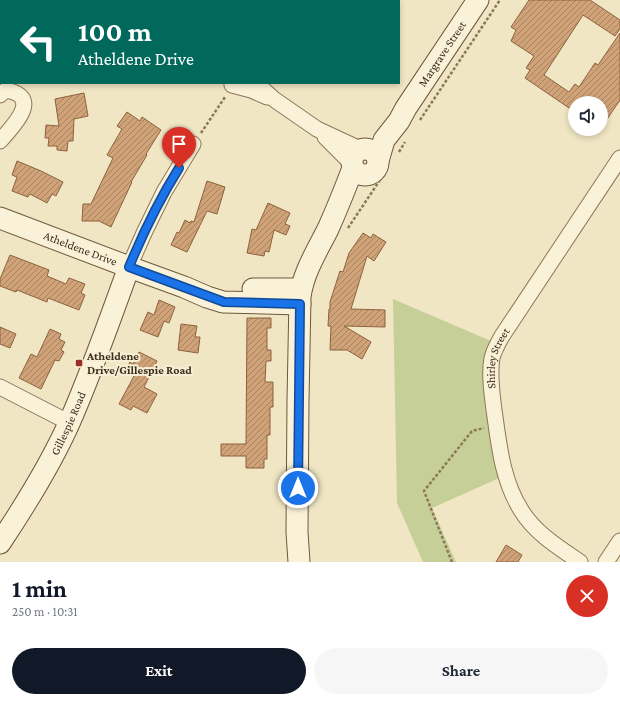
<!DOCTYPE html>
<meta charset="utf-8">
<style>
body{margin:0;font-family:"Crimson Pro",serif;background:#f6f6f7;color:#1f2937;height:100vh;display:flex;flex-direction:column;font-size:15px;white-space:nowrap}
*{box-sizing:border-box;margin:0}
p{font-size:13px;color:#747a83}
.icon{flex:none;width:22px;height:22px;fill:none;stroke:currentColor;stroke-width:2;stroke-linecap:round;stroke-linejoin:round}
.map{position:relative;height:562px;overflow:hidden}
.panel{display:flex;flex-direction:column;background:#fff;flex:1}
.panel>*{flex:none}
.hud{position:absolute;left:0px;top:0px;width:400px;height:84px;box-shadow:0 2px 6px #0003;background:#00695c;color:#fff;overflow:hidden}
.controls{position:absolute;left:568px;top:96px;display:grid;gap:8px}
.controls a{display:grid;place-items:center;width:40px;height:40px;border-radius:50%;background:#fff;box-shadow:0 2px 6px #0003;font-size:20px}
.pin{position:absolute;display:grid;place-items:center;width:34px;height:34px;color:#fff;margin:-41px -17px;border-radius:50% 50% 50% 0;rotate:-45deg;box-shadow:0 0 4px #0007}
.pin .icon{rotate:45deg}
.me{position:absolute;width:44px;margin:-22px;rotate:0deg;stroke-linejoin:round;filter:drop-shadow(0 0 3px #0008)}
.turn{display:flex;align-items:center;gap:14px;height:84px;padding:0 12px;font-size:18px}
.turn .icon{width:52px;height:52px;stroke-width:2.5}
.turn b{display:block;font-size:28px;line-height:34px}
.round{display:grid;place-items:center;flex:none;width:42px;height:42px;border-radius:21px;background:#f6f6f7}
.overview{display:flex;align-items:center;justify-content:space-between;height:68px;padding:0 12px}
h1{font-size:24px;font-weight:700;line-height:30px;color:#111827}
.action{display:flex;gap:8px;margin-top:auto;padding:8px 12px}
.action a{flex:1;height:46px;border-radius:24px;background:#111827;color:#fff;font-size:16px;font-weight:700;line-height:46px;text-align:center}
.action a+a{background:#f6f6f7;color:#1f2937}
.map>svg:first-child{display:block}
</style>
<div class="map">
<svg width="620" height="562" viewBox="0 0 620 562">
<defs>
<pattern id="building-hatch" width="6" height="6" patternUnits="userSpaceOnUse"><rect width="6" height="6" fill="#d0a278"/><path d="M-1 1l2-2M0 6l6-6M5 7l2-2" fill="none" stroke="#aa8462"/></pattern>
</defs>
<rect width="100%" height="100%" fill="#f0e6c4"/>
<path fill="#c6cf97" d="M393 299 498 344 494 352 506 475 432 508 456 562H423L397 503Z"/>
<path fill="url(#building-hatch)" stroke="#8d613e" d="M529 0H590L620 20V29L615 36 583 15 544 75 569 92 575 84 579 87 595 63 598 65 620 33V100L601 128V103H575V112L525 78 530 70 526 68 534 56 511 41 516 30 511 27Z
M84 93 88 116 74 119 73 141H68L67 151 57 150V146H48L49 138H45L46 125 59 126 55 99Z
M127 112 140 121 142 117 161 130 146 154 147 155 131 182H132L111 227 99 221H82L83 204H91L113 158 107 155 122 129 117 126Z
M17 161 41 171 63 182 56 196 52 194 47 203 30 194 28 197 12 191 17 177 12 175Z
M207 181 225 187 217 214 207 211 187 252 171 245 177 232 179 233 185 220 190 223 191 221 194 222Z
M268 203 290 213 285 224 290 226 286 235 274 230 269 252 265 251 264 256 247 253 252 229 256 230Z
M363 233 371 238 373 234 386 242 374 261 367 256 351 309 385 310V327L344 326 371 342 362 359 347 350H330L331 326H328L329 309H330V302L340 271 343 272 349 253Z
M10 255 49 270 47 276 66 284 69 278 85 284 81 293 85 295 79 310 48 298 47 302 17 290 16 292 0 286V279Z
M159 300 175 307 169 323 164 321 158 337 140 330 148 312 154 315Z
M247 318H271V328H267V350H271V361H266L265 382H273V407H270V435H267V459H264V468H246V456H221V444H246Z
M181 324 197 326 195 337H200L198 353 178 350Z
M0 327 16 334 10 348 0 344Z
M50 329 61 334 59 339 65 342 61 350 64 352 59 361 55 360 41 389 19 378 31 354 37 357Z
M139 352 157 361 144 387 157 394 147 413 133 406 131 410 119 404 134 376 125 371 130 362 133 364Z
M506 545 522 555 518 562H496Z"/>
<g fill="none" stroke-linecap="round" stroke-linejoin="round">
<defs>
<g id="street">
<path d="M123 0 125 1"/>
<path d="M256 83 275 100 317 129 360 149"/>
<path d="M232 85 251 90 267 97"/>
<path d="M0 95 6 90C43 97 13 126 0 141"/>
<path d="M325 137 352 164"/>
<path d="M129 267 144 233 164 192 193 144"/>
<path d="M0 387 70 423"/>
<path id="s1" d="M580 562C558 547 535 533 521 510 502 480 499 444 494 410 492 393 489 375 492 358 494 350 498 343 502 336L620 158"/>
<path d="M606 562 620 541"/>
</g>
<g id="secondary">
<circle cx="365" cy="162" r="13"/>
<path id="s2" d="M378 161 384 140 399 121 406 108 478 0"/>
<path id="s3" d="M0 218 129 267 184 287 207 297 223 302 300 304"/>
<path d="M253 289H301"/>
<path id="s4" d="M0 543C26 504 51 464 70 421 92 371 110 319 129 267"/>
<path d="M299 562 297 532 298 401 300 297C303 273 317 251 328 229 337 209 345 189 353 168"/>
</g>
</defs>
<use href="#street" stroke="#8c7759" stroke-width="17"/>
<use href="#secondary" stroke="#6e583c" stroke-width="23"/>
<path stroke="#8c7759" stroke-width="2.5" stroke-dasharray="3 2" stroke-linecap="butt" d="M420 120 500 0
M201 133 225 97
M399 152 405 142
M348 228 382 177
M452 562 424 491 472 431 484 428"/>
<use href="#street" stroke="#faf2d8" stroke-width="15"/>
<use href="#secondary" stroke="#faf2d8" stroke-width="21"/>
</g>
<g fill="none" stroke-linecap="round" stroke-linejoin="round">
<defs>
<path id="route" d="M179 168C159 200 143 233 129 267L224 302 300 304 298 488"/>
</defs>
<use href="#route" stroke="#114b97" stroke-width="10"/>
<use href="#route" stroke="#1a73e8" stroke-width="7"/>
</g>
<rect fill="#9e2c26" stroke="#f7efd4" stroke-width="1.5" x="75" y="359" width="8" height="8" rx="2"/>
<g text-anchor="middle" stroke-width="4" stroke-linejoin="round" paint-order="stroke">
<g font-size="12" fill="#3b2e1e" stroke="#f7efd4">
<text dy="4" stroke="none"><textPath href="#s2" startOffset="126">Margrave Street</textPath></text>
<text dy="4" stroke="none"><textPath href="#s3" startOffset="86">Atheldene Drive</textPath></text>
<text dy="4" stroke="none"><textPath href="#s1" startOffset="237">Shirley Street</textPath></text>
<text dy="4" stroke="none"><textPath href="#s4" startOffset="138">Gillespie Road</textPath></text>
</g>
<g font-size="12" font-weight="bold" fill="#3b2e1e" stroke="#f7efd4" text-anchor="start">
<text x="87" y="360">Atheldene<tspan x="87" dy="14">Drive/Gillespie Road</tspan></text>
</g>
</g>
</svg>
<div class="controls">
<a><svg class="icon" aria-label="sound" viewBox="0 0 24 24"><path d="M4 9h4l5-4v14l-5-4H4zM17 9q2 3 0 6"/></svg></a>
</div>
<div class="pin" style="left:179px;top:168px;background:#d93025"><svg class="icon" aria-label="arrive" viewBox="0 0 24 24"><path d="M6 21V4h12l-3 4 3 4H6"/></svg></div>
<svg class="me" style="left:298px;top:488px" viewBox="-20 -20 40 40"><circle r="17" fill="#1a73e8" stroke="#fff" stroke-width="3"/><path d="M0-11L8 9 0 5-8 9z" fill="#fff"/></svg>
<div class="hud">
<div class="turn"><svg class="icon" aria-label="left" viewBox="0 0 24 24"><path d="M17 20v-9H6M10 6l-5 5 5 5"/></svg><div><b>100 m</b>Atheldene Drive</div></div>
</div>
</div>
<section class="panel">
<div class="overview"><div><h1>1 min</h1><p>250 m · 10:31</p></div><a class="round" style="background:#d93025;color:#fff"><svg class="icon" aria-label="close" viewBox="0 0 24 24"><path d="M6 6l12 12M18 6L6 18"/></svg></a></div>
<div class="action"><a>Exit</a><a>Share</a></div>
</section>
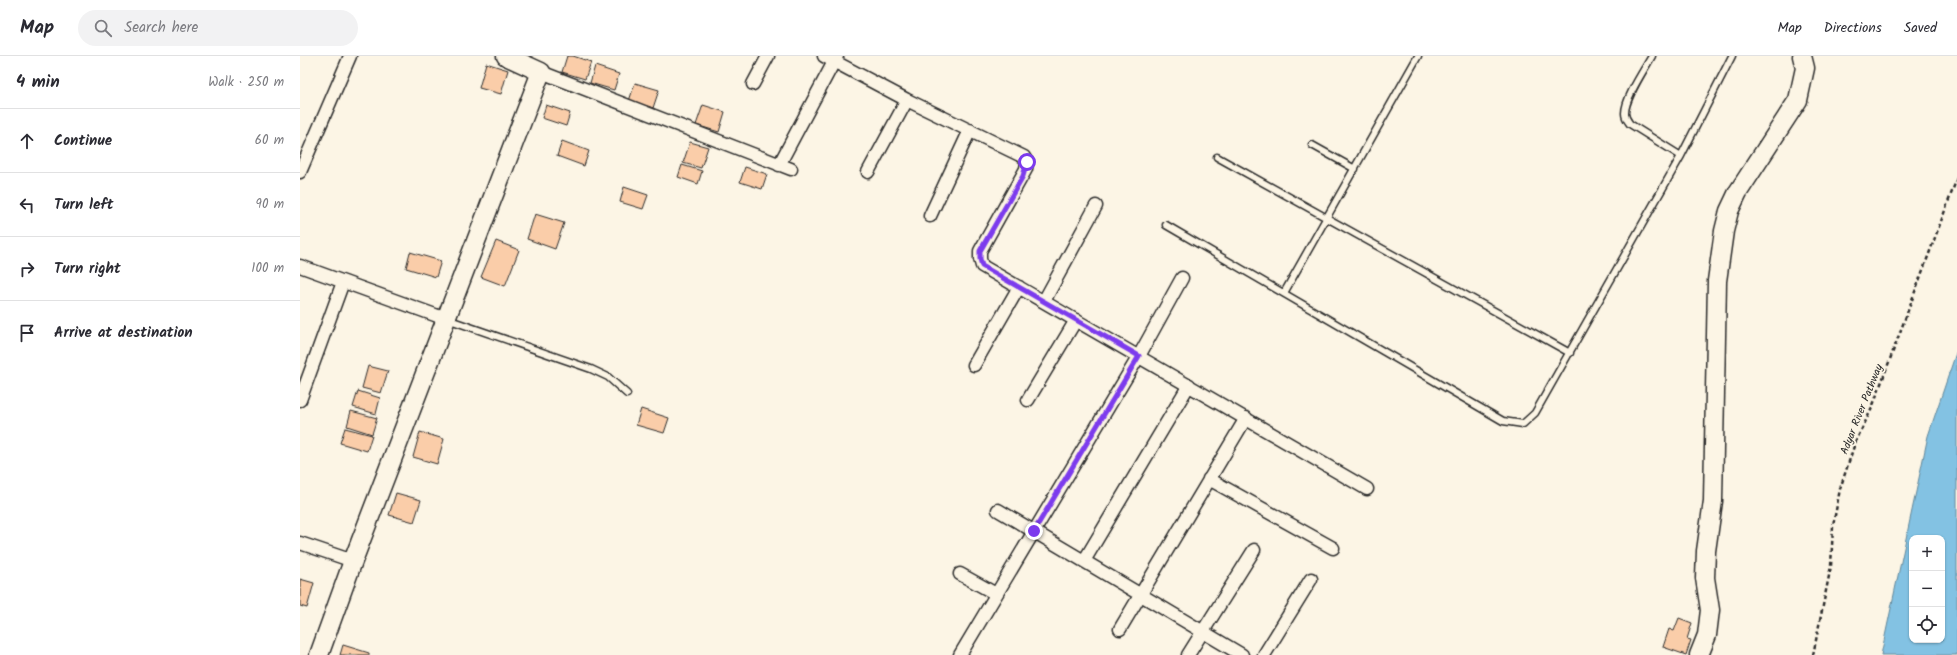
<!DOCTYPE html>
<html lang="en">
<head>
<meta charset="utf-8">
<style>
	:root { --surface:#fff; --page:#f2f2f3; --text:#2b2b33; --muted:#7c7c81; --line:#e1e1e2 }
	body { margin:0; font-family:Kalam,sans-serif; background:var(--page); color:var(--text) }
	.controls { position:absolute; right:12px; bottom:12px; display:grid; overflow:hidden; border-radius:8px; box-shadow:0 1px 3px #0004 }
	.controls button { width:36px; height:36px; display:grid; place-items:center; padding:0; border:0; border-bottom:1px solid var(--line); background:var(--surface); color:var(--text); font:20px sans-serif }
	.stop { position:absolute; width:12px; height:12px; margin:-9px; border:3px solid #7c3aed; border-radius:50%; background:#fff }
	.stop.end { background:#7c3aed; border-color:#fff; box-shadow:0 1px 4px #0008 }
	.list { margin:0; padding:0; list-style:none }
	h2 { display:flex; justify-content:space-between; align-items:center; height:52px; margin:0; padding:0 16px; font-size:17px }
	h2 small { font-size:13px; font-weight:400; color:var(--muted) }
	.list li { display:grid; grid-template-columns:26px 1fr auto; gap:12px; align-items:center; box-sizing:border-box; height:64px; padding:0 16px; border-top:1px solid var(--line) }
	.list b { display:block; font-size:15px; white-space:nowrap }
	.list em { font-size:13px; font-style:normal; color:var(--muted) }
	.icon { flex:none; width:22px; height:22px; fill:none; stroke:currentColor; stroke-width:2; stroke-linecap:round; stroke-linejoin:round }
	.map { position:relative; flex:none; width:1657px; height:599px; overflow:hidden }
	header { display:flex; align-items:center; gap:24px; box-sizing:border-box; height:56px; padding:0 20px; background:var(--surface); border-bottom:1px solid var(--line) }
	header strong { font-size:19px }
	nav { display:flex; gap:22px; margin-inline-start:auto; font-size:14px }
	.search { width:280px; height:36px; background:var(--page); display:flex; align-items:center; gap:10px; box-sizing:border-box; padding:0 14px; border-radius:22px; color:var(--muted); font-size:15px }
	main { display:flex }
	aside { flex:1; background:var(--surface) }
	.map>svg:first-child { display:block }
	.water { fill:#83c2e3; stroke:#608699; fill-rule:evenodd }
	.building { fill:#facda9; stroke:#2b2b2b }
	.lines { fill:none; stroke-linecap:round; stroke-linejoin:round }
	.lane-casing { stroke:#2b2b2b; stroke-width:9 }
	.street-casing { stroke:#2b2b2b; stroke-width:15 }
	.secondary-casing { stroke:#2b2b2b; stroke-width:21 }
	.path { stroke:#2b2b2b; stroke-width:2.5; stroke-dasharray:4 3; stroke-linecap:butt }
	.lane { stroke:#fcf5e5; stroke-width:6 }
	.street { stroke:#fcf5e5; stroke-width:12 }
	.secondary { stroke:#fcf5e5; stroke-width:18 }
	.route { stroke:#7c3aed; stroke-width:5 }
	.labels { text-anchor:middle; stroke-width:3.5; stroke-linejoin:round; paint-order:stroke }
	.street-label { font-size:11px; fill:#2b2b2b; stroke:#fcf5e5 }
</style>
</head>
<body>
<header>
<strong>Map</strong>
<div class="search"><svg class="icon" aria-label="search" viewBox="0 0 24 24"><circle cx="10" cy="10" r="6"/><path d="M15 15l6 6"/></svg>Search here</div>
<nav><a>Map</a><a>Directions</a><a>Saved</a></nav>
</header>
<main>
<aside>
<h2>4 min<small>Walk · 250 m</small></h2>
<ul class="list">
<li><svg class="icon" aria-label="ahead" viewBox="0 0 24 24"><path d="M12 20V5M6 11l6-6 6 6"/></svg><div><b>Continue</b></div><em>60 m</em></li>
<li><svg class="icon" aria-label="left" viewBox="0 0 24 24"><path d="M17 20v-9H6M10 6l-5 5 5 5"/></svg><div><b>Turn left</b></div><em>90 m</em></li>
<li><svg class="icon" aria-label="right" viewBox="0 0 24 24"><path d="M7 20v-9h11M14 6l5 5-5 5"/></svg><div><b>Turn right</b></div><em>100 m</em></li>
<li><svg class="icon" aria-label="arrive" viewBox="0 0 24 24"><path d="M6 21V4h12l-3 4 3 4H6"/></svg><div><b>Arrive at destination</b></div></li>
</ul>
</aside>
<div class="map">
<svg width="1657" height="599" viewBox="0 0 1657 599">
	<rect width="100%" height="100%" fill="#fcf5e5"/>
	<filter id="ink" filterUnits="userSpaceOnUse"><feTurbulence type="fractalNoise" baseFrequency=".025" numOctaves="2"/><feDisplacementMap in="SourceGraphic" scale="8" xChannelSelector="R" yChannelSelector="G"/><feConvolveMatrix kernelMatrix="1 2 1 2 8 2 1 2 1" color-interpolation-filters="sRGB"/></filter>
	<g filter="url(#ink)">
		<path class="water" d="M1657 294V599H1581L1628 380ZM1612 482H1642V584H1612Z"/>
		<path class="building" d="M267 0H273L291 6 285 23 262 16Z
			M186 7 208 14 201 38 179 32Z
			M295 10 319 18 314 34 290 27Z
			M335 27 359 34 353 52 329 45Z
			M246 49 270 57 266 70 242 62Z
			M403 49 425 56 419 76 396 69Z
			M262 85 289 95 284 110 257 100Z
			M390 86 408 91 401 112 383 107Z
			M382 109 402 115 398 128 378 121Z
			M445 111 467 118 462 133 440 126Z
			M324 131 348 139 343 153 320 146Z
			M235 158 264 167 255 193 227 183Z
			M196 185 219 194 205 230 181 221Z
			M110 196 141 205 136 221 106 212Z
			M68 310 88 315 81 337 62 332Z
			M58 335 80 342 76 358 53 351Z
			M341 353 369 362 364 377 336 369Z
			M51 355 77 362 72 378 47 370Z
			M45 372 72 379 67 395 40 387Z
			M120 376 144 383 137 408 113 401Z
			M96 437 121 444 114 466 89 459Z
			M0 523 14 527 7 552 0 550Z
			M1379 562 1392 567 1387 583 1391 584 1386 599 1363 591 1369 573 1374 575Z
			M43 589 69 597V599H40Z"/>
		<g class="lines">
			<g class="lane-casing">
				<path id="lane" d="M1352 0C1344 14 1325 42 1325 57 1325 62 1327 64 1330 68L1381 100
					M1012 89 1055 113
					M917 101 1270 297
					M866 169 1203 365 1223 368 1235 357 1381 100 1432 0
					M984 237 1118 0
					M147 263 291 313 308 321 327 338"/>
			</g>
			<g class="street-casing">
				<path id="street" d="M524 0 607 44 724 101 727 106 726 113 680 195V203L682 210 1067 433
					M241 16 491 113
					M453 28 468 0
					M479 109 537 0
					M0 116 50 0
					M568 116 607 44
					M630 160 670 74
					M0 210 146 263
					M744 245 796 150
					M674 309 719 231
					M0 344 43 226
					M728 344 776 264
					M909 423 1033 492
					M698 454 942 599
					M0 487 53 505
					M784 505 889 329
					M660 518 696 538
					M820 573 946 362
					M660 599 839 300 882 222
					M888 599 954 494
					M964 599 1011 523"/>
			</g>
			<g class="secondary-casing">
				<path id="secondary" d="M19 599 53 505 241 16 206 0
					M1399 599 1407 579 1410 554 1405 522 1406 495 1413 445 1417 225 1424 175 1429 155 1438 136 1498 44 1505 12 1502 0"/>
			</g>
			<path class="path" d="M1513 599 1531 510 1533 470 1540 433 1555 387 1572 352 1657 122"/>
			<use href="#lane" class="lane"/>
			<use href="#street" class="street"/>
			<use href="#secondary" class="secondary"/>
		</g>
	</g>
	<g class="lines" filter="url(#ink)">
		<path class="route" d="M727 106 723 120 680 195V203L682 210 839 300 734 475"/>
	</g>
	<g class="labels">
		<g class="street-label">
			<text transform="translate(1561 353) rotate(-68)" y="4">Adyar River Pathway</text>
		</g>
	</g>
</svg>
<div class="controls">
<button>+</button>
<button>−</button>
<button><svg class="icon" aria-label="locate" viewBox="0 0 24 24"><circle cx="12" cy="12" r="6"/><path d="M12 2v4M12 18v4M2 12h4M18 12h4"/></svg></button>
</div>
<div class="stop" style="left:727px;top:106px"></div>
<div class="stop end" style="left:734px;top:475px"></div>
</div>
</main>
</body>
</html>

________________________

## [WHAT TO DO]
All lines containing "building" in the material above should appear in your reply, copied exactly.

## [RESPONSE TO THE EXERCISE]
<pattern id="building-hatch" width="6" height="6" patternUnits="userSpaceOnUse"><rect width="6" height="6" fill="#d0a278"/><path d="M-1 1l2-2M0 6l6-6M5 7l2-2" fill="none" stroke="#aa8462"/></pattern>
<path fill="url(#building-hatch)" stroke="#8d613e" d="M529 0H590L620 20V29L615 36 583 15 544 75 569 92 575 84 579 87 595 63 598 65 620 33V100L601 128V103H575V112L525 78 530 70 526 68 534 56 511 41 516 30 511 27Z
	.building { fill:#facda9; stroke:#2b2b2b }
		<path class="building" d="M267 0H273L291 6 285 23 262 16Z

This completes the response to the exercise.